What is being asked — While you copy the lines below, skip the pictures and keep the rest exact.

Collected data entries

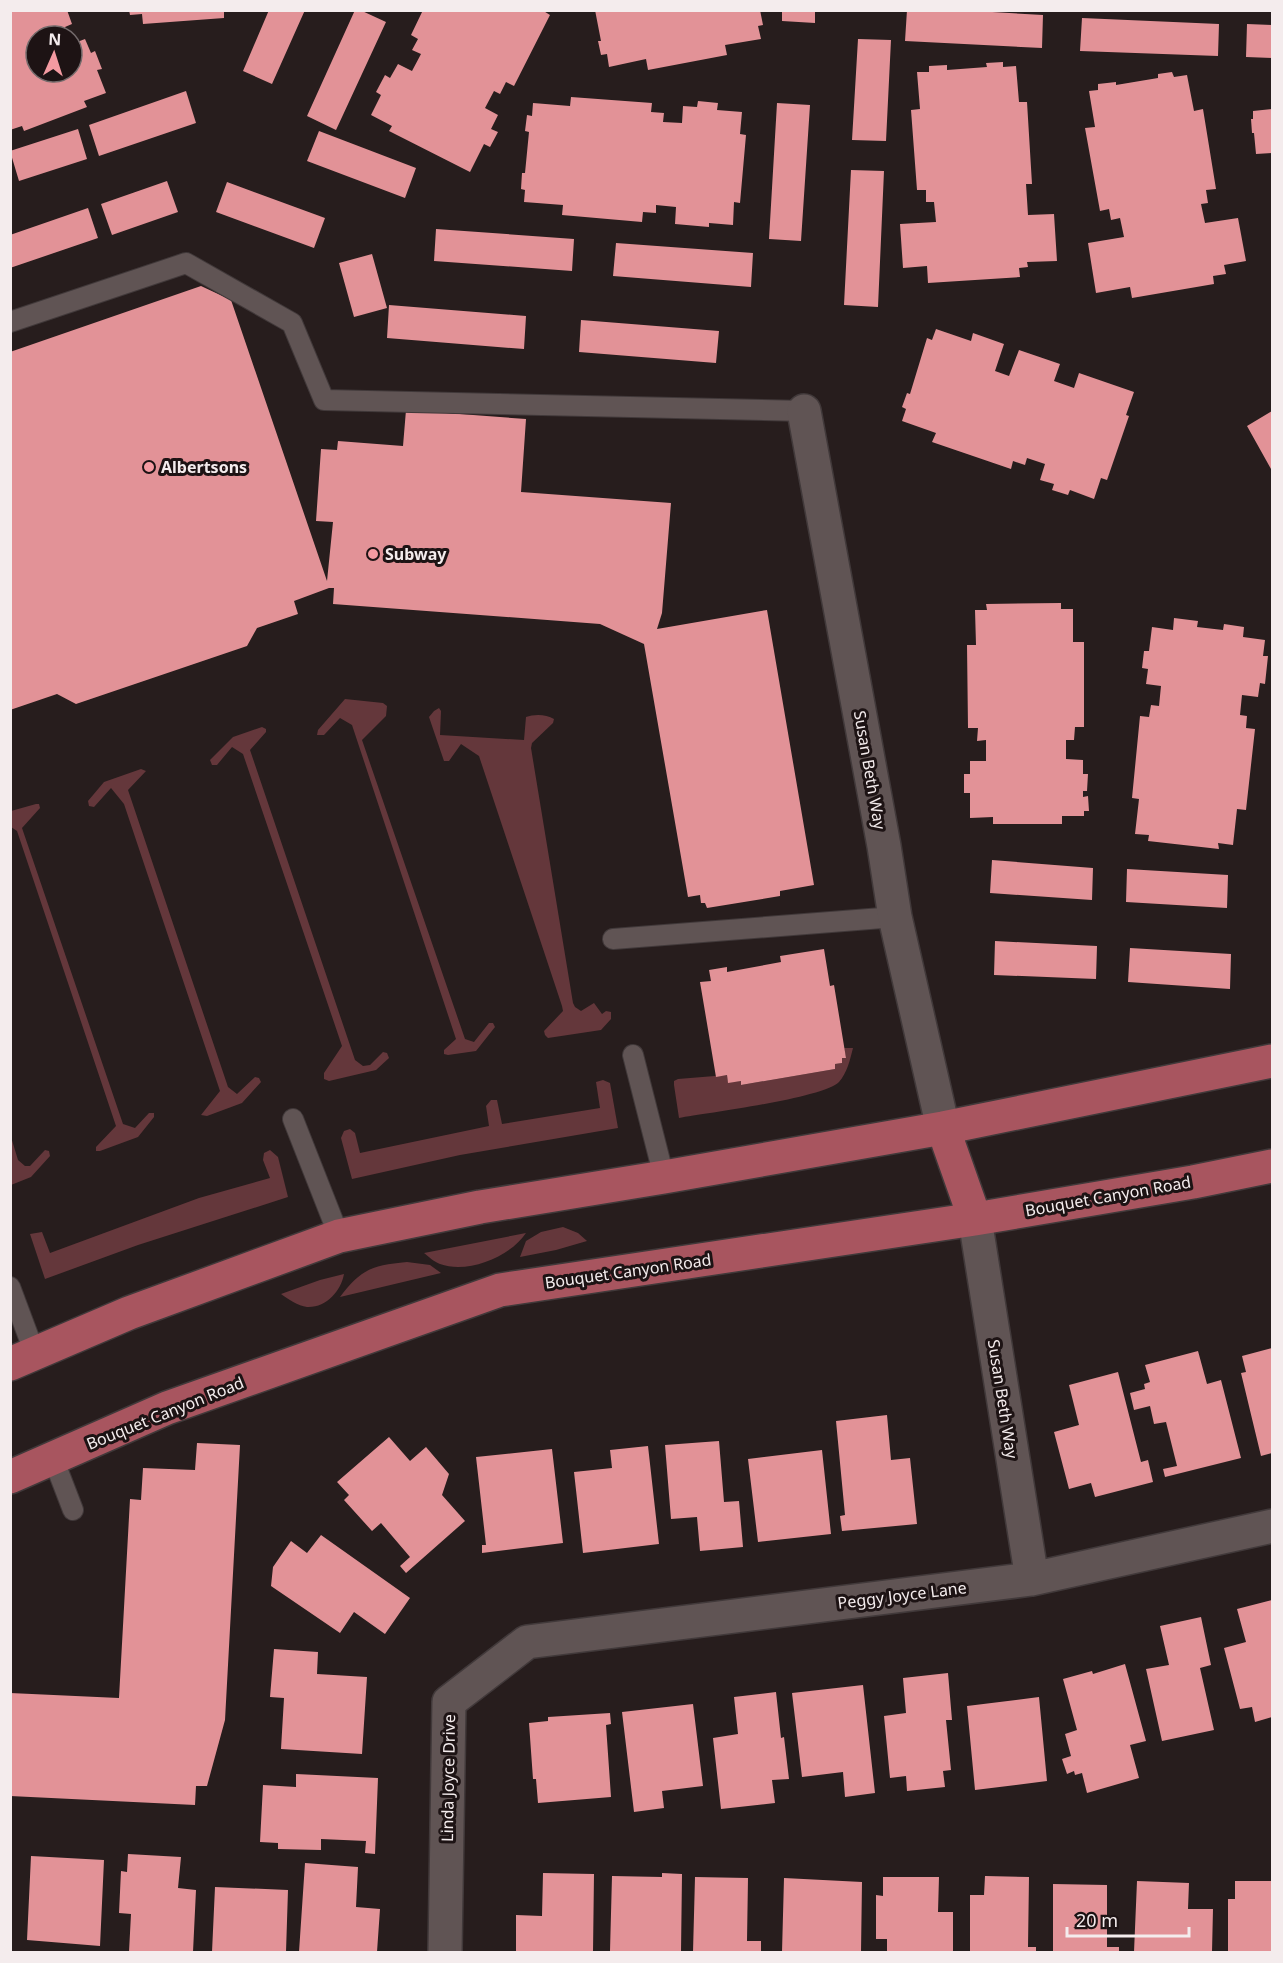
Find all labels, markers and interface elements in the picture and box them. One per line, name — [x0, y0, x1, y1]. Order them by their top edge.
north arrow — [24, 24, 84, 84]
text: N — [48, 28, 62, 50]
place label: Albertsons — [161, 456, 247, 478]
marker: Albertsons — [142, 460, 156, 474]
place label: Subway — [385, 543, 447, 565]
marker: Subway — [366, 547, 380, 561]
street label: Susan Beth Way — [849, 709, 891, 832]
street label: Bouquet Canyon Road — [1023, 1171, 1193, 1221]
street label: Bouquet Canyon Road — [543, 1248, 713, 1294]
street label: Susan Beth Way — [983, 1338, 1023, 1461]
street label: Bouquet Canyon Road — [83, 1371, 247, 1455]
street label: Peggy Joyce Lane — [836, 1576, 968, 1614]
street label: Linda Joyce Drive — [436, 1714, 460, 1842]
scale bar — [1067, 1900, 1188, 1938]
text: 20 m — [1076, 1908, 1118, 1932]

Output —
Find all labels, markers and interface elements in the picture and box them. One per line, name — [x0, y0, x1, y1]. Order them by their top edge.
north arrow — [24, 24, 84, 84]
text: N — [48, 28, 62, 50]
place label: Albertsons — [161, 456, 247, 478]
marker: Albertsons — [142, 460, 156, 474]
place label: Subway — [385, 543, 447, 565]
marker: Subway — [366, 547, 380, 561]
street label: Susan Beth Way — [849, 709, 891, 832]
street label: Bouquet Canyon Road — [1023, 1171, 1193, 1221]
street label: Bouquet Canyon Road — [543, 1248, 713, 1294]
street label: Susan Beth Way — [983, 1338, 1023, 1461]
street label: Bouquet Canyon Road — [83, 1371, 247, 1455]
street label: Peggy Joyce Lane — [836, 1576, 968, 1614]
street label: Linda Joyce Drive — [436, 1714, 460, 1842]
scale bar — [1067, 1900, 1188, 1938]
text: 20 m — [1076, 1908, 1118, 1932]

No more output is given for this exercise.